URBINO - Vaccinazioni anti Covid, arriva il sollecito Asur. La mail, a firma del direttore generale dell’Asur Marche Nadia Storti, è arrivata l’altra sera a tutto gli operatori della sanità: «Egregio collega, il decreto legge 44 del 1/4/2021 ha stabilito all’articolo 4 comma 1 che...

 

al fine di tutelare la salute pubblica e mantenere adeguate condizioni di sicurezza nell’erogazione delle prestazioni di cura e assistenza, gli esercenti le professioni sanitarie e gli operatori di interesse sanitario che svolgono la loro attività nelle strutture sanitarie, sociosanitarie e socio-assistenziali, pubbliche e private, nelle farmacie, parafarmacie e negli studi professionali sono obbligati a vaccinazione gratuita per la prevenzione dell’infezione da Sars-CoV-2». Sintetizzando: dovete vaccinarvi. 

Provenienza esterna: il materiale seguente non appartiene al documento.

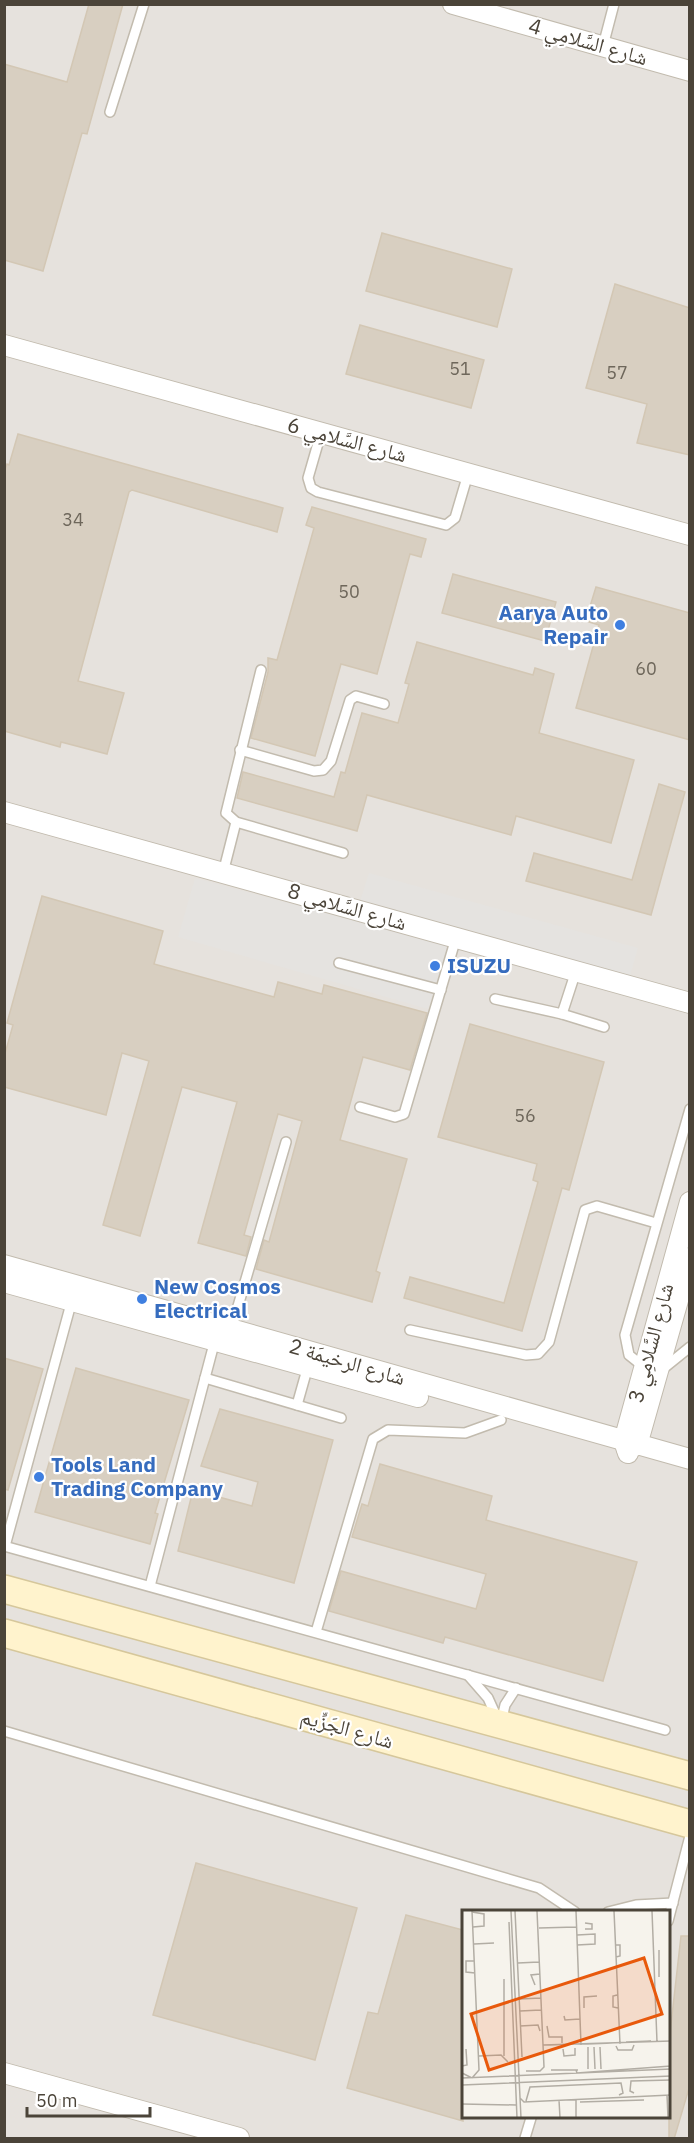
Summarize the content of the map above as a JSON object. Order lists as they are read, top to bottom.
{
  "streets": {
    "street": [
      "شارع السَّلامِي 4",
      "شارع السَّلامِي 6",
      "شارع السَّلامِي 8",
      "شارع السَّلامِي 3",
      "شارع الرخيمَة 2",
      "شارع الجَزِّيم"
    ]
  },
  "crossings": [
    ["شارع السَّلامِي 3", "شارع الرخيمَة 2"]
  ],
  "places": [
    "Aarya Auto Repair",
    "ISUZU",
    "New Cosmos Electrical",
    "Tools Land Trading Company"
  ],
  "house_numbers": [
    "51",
    "57",
    "34",
    "50",
    "60",
    "56"
  ],
  "scale_bar": "50 m"
}
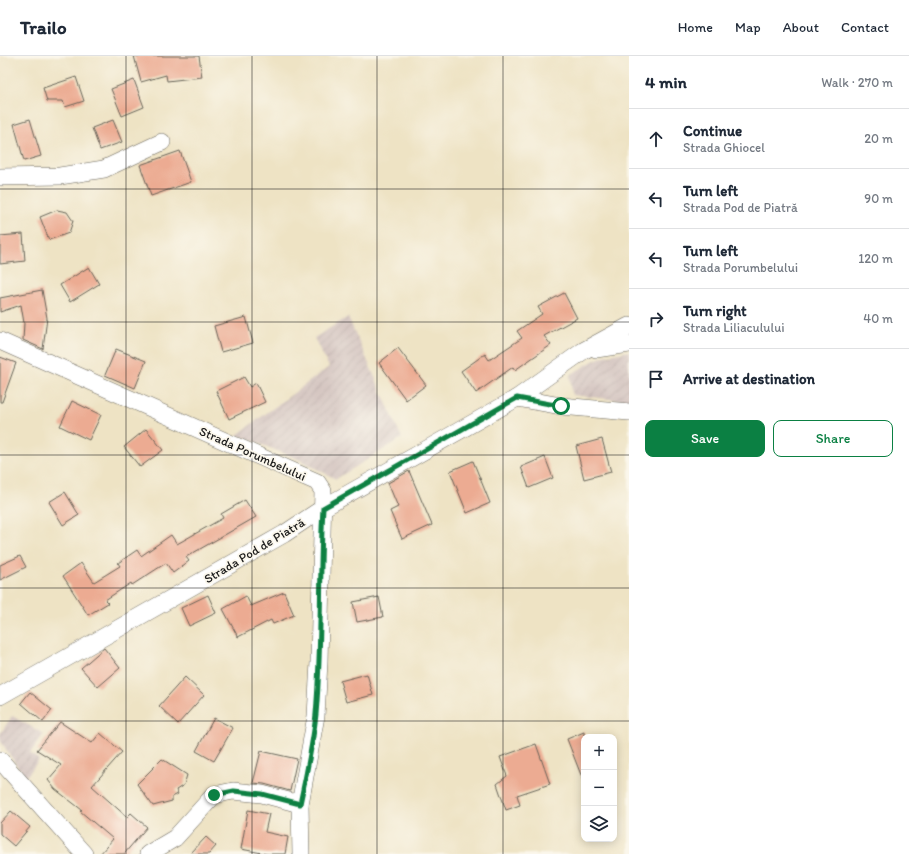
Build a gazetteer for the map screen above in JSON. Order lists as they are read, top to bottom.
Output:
{
  "streets": {
    "street": ["Strada Porumbelului", "Strada Pod de Piatră"]
  },
  "crossings": [
    ["Strada Porumbelului", "Strada Pod de Piatră"]
  ],
  "page": {
    "header": "Trailo",
    "nav": [
      "Home",
      "Map",
      "About",
      "Contact"
    ],
    "heading": ["4 min", "Walk · 270 m"],
    "list": [
      ["Continue", "Strada Ghiocel", "20 m"],
      ["Turn left", "Strada Pod de Piatră", "90 m"],
      ["Turn left", "Strada Porumbelului", "120 m"],
      ["Turn right", "Strada Liliaculului", "40 m"],
      "Arrive at destination"
    ],
    "buttons": ["Save", "Share"],
    "map_buttons": ["+", "−"]
  }
}
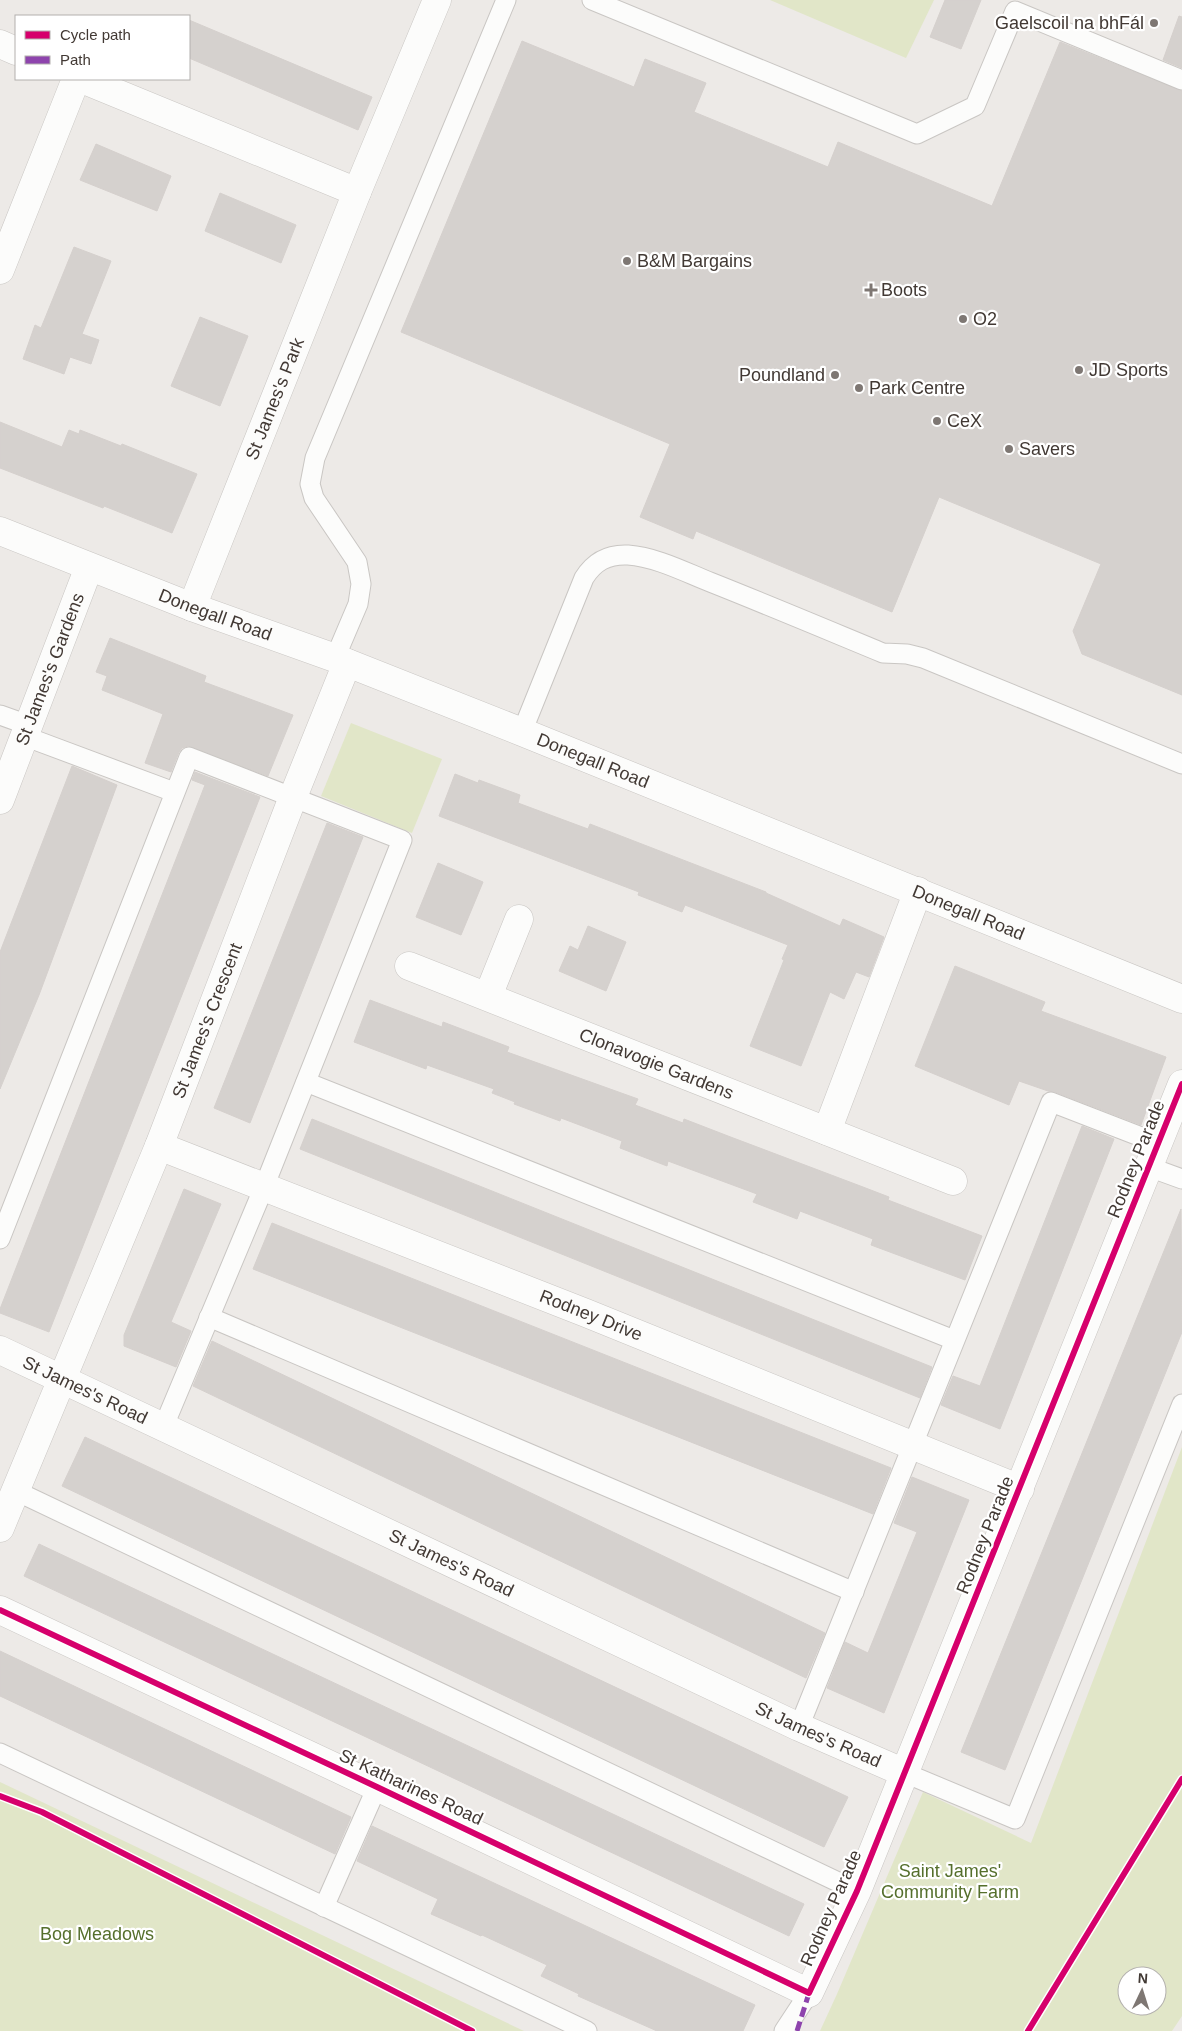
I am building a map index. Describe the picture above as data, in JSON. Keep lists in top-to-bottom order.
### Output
{
  "streets": {
    "street": [
      "St James's Park",
      "Donegall Road",
      "St James's Gardens",
      "St James's Crescent",
      "Clonavogie Gardens",
      "Rodney Parade",
      "Rodney Drive",
      "St James's Road",
      "St Katharines Road"
    ]
  },
  "crossings": [
    ["St James's Park", "Donegall Road"],
    ["Donegall Road", "St James's Gardens"],
    ["Donegall Road", "St James's Crescent"],
    ["St James's Crescent", "Rodney Drive"],
    ["St James's Crescent", "St James's Road"],
    ["Rodney Parade", "Rodney Drive"],
    ["Rodney Parade", "St James's Road"],
    ["Rodney Parade", "St Katharines Road"]
  ],
  "parks": ["Saint James' Community Farm", "Bog Meadows"],
  "places": {
    "other": [
      "Gaelscoil na bhFál",
      "B&M Bargains",
      "O2",
      "JD Sports",
      "Poundland",
      "Park Centre",
      "CeX",
      "Savers"
    ],
    "health": ["Boots"]
  },
  "legend": ["Cycle path", "Path"],
  "north": "top"
}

Nella lettera si ribadisce che «la vaccinazione costituisce requisito essenziale per l’esercizio della professione e per lo svolgimento delle prestazioni lavorative rese dai soggetti obbligati». La procedura «prevede la trasmissione degli elenchi dei dipendenti alla Regione che procede alla verifica della posizione consultando l’anagrafe vaccinale». Prevista la possibilità di omissione / rinvio «solo in caso di accertato pericolo per la salute» documentate. «Prego quindi, qualora non abbia ancora provveduto, di rivolgersi alla Direzione medica di presidio / di Distretto sanitario o del Dipartimento di Prevenzione per concordare» la prima vaccinazione.